Problem description: Scan the listing below. Return every line containing the string "Antonio".

Excerpted records:
----------------------------------------

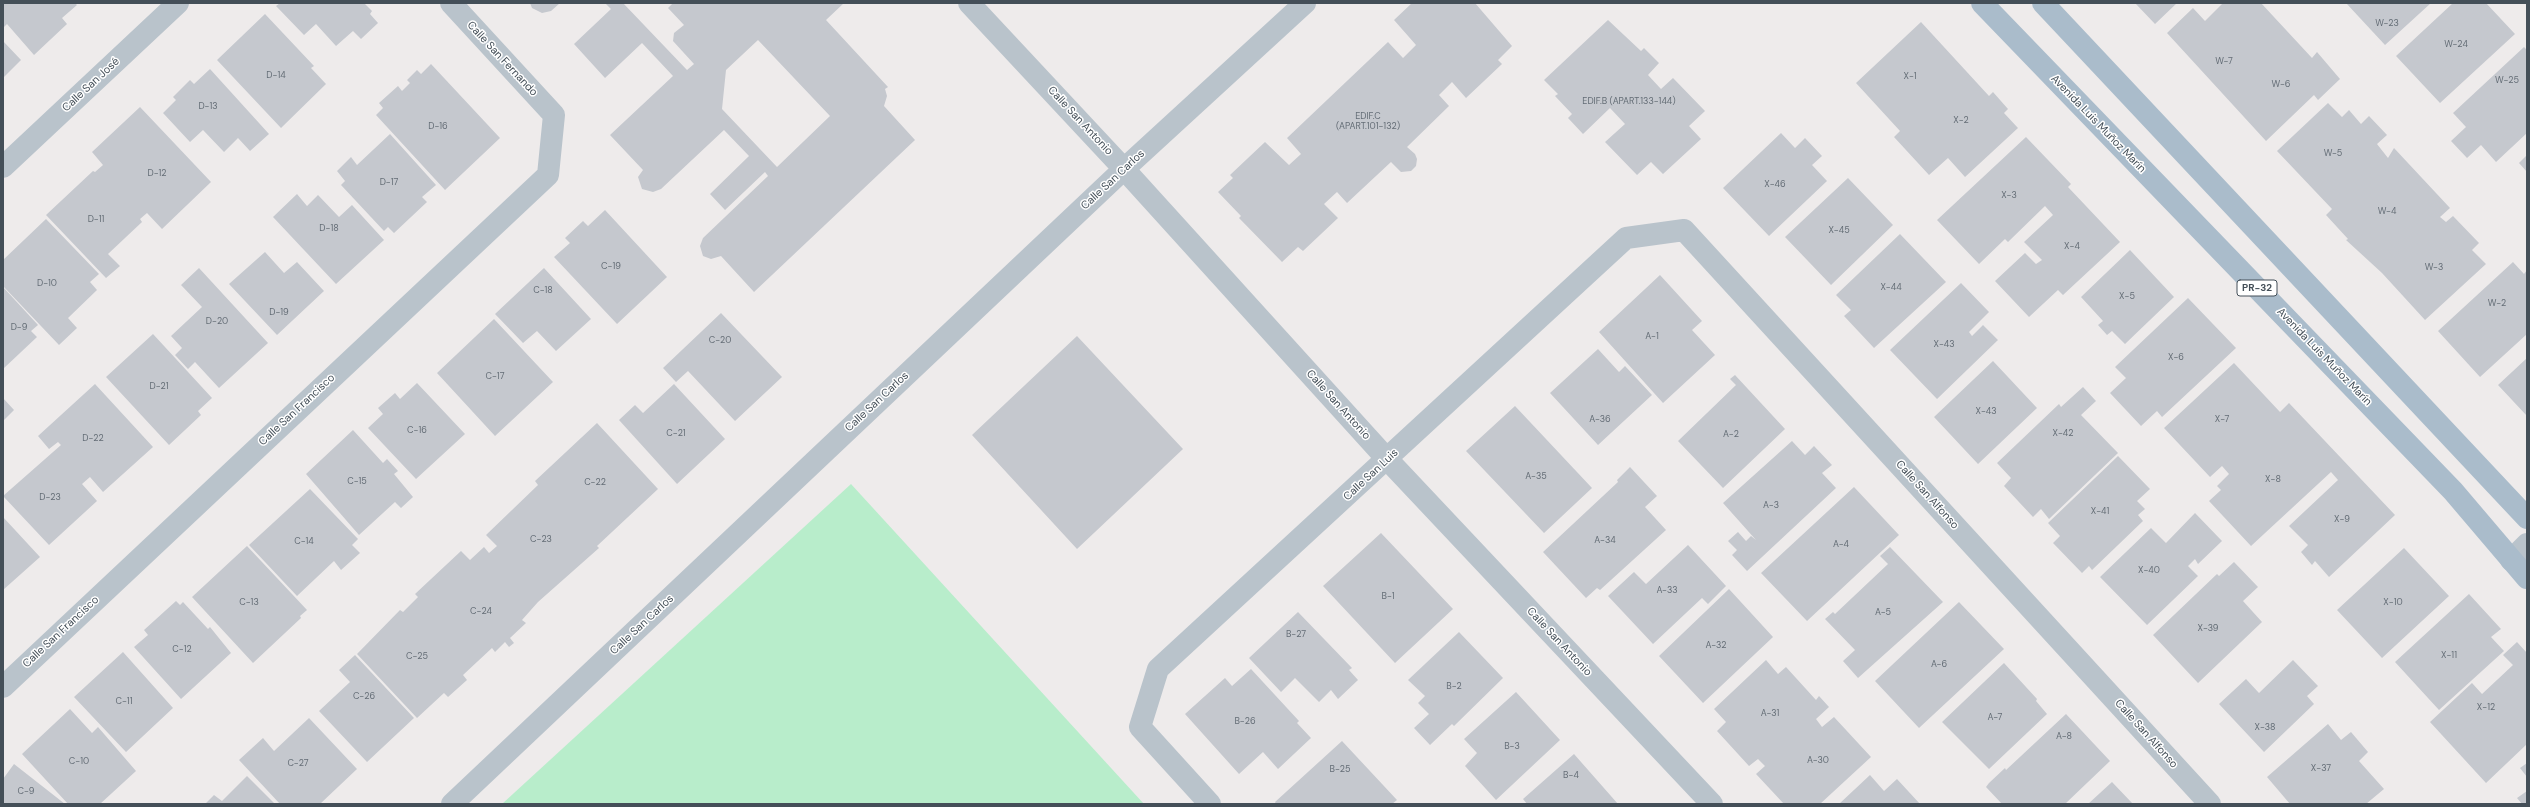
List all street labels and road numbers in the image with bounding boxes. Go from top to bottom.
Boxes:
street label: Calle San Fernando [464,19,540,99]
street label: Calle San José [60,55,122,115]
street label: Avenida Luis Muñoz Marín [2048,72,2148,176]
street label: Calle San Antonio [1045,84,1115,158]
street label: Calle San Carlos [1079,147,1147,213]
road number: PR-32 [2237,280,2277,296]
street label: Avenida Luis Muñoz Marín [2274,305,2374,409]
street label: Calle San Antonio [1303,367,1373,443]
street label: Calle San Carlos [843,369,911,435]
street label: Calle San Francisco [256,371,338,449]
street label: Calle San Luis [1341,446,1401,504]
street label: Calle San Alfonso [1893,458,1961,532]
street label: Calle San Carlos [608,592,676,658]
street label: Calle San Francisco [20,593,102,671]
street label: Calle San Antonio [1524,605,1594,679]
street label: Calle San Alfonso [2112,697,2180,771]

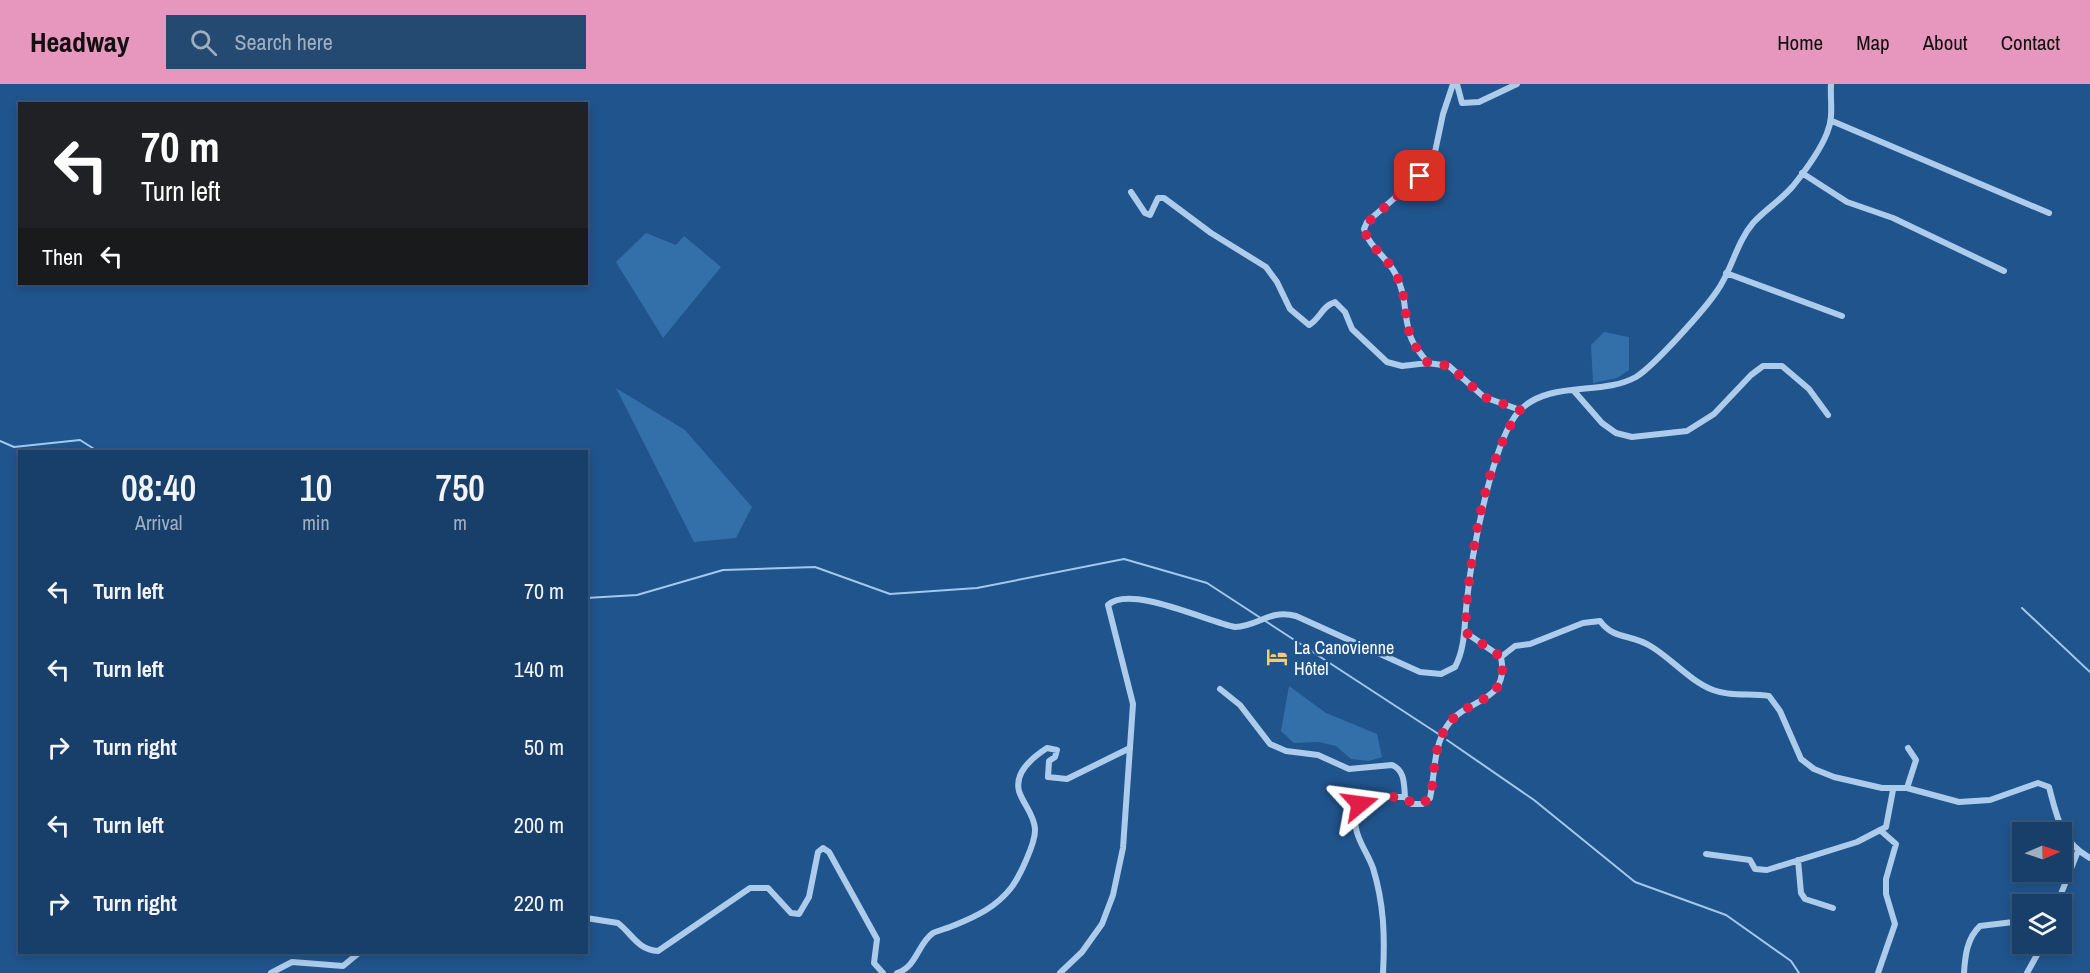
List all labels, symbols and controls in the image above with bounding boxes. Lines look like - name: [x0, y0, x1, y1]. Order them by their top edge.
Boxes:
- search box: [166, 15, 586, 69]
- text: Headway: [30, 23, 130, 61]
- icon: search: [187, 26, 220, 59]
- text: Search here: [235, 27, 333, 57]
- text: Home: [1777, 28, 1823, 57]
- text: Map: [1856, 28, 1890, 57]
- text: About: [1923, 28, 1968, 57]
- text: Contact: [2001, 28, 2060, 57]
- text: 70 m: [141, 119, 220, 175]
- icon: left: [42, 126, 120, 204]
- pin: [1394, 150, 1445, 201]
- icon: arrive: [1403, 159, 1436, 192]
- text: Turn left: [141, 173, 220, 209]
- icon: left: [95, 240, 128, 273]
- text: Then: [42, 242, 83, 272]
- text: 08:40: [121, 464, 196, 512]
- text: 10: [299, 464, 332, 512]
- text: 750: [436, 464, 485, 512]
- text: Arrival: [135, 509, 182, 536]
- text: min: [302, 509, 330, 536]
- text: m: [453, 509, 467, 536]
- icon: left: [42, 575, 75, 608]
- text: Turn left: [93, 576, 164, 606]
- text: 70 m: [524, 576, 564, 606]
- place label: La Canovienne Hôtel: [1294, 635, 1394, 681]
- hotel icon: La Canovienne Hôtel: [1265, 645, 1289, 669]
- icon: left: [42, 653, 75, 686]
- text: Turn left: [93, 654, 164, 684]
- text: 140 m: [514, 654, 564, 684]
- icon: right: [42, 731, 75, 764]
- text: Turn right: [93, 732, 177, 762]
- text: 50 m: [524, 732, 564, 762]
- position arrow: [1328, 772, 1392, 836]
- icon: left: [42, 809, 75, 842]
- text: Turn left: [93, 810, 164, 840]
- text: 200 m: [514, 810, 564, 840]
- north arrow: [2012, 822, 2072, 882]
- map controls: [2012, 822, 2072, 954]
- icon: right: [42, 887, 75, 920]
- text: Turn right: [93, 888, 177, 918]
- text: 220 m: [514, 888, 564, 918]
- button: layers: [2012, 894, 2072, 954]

----------------------------------------

Exercise result:
street label: Calle San Antonio [1045,84,1115,158]
street label: Calle San Antonio [1303,367,1373,443]
street label: Calle San Antonio [1524,605,1594,679]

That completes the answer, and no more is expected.